Leveraging your current marketing projects
While working away at your new marketing projects, don’t forget to leverage any current marketing efforts to promote your SA services. Chances are you have channels for delivering your new marketing message already in place.
Website
Your website is likely your biggest marketing project and has the largest reach, so don’t forget to highlight separation anxiety services here. Use separate pages, text boxes, articles and creative copy to tell potential clients (and search engines) that you’re a SA specialist.

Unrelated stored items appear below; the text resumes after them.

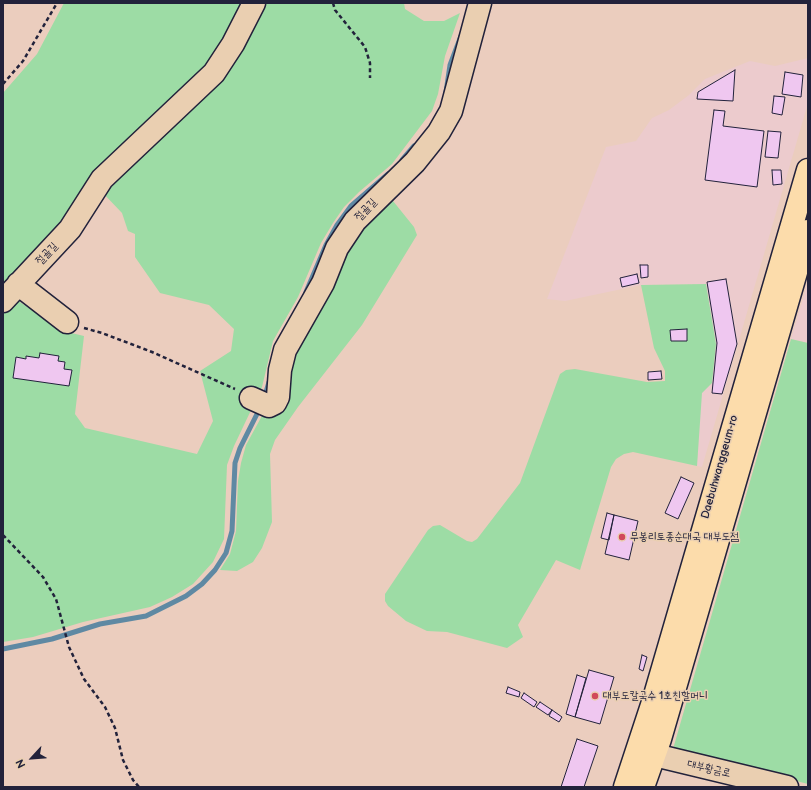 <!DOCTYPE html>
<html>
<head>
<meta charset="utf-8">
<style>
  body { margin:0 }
  #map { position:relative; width:811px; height:790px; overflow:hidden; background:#ebcdbe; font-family:"Balsamiq Sans",sans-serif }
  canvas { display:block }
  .frame { position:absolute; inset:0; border:4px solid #22223b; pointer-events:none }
  .north { position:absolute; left:12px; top:738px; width:40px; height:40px; -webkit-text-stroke:3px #eacfb1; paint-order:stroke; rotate:244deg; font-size:11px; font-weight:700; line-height:16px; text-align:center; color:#22223b }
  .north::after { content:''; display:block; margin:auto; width:14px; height:18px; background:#22223b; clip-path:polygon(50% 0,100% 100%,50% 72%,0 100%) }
</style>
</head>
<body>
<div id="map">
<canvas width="811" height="790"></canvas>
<div class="frame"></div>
<div class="north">N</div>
</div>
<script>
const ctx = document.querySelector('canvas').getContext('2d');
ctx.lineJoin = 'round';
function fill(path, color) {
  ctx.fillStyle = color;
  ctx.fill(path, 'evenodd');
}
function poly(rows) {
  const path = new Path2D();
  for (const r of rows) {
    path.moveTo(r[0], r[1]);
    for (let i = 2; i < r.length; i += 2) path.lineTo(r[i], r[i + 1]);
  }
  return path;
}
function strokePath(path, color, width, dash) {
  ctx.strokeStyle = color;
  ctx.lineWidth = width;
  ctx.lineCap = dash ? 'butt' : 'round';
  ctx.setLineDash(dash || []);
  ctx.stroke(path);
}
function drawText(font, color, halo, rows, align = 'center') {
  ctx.font = font + ' "Balsamiq Sans","Poor Story",sans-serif';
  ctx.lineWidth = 3;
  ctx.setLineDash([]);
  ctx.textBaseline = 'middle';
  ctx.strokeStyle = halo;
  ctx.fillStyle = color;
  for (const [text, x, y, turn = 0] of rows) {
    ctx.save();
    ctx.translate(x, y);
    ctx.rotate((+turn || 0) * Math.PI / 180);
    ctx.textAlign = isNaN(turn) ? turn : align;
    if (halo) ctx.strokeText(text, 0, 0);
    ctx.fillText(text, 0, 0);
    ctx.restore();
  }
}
fill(poly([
  [808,58,808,103,702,467,697,466,706,284,641,285,565,301,547,299,606,147,636,141,652,118,669,110,689,95,705,79,750,61,775,66],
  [808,282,808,343,791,339]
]), '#eccbcd');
fill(poly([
  [64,3,249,3,214,64,75,204,3,294,3,93,37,54],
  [260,3,404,3,405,9,424,21,444,21,460,13,445,56,438,94,432,111,392,164,359,192,344,207,333,223,321,243,298,297,273,341,262,387,234,446,227,465,224,539,213,562,193,584,172,597,150,607,83,622,33,637,3,642,3,312,14,298,63,331,84,336,75,414,85,428,197,454,213,421,200,371,231,351,234,329,209,305,160,293,135,257,135,234,128,231,122,213,100,190],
  [389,196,414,227,417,235,362,325,298,407,275,440,270,454,272,522,262,548,253,562,237,571,220,570,230,554,236,531,238,481,241,463,246,445,263,414,341,253],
  [706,284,716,344,712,383,702,393,697,466,633,452,624,454,616,459,611,467,580,570,556,560,518,625,523,637,507,648,447,632,427,631,406,621,388,606,385,601,385,594,428,530,433,526,440,525,467,541,472,542,477,539,520,483,560,374,566,370,575,369,647,382,665,381,665,371,654,348,641,285],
  [791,339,808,343,808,784,673,749]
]), '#9ddca5');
strokePath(poly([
  [446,92,450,65,461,36],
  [402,160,414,146],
  [306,292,326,245,337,225,351,206,388,174],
  [264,399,269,382],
  [3,649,52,639,100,624,146,616,186,596,202,584,215,570,226,553,232,531,235,463,240,448,260,408]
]), '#5f89a3', 5);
const building = poly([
  [735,70,733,101,697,99,698,92,735,70],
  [785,72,803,75,801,97,782,94,785,72],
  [774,96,785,97,782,115,772,113,774,96],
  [714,110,725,111,723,126,764,131,757,187,705,180,714,110],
  [768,131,781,132,778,158,765,157,768,131],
  [772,170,781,170,782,184,773,185,772,170],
  [640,265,648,265,648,277,641,278,640,265],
  [637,274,639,283,622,287,620,278,637,274],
  [726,279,737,344,722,394,712,393,717,343,707,282,726,279],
  [687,329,687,341,671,341,670,330,687,329],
  [40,353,59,356,58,361,65,362,64,369,72,370,69,386,13,378,16,357,26,359,26,356,39,358,40,353],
  [661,371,662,379,648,380,648,372,661,371],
  [681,477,694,483,678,519,665,513,681,477],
  [607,513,614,515,609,540,601,538,607,513],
  [614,515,638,521,629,560,605,554,614,515],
  [642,655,647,657,643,671,639,669,642,655],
  [589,670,614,677,600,724,575,717,589,670],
  [577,675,586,678,575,717,566,714,577,675],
  [508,687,520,692,519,697,506,693,508,687],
  [524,693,537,702,534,707,521,698,524,693],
  [540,702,552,710,548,715,536,707,540,702],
  [552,710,562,717,559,722,549,716,552,710],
  [577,739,598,746,584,787,561,787,577,739]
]);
fill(building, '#efc7f0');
strokePath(building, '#22223b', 1);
const minor = poly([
  [18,284,67,322],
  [3,301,70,229,102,179,214,73,233,44,254,3],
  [251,398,269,406,275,403,278,397,280,370,285,350,323,283,337,248,355,221,415,162,439,132,451,111,480,3],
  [638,751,787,787]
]);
const major = poly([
  [625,787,653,702,808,170],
  [643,787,660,739,808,231]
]);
strokePath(minor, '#22223b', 25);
strokePath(major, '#22223b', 25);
strokePath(poly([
  [333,3,335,10,365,47,370,63,370,78],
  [3,84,23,61,57,3],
  [84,328,102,333,152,352,235,389],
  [3,535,43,577,56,599,69,647,84,679,105,707,115,728,123,760,133,780,139,787]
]), '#22223b', 2.5, [4, 3]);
strokePath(minor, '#eacfb1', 22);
strokePath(major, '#fcdcab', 22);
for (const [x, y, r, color] of [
  [622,537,4,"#d1495b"],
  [595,696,4,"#d1495b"]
]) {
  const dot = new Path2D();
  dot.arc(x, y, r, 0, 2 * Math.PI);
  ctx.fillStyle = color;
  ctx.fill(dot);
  strokePath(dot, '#eacfb1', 1.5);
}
drawText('11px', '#22223b', '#eacfb1', [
  ["절골길",366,210,-47],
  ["절골길",47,254,-47],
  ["Daebuhwanggeum-ro",720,467,-74],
  ["대부황금로",709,769,13]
]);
drawText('11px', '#22223b', '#eacfb1', [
  ["무봉리토종순대국 대부도점",630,537],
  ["대부도칼국수 1호친할머니",603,696]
], 'left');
</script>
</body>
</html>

When writing about SA on your website and other marketing materials, describe the presenting behaviors, as many owners won’t connect the symptoms they see at home with the overall SA assessment, and they may not have encountered the term separation anxiety. Think in terms like home-alone training, house destruction, house soiling or potty training problems, barking, etc.
Newsletters
Newsletters are a great way to tell potential clients, as well as past and current clients, about your SA specialty. Give readers insight into your SA services, write an article about the signs of separation anxiety, or share a client’s success story. Let readers see what working with you might be like and how you can help.
Social media
If you already find yourself on Facebook, Twitter, LinkedIn, or other social media channels, leverage that presence to get people talking about your SA work. Use these outlets to let other dog pros know you do this work, answer questions, and post information that shares your SA expertise. Here are some ideas for posts to get people talking:
- Articles on meds or brain chemistry
- New work-to-eat toys
- Games and exercises to build out-of-sight confidence
- Build your own sitter-sharing network
- Create a SA support group
There’s a lot of SA work out there, people just need to be able to find you. Strong community marketing can give you the exposure you need to become the “go-to” trainer for SA in your area.
Armed with new tech tools and business strategies, treating separation anxiety can be a powerful niche for growing your training business. And for a dog trainer there is little else as satisfying as a resolved separation anxiety case. After all, we’re all in this game to keep dogs happily in their homes.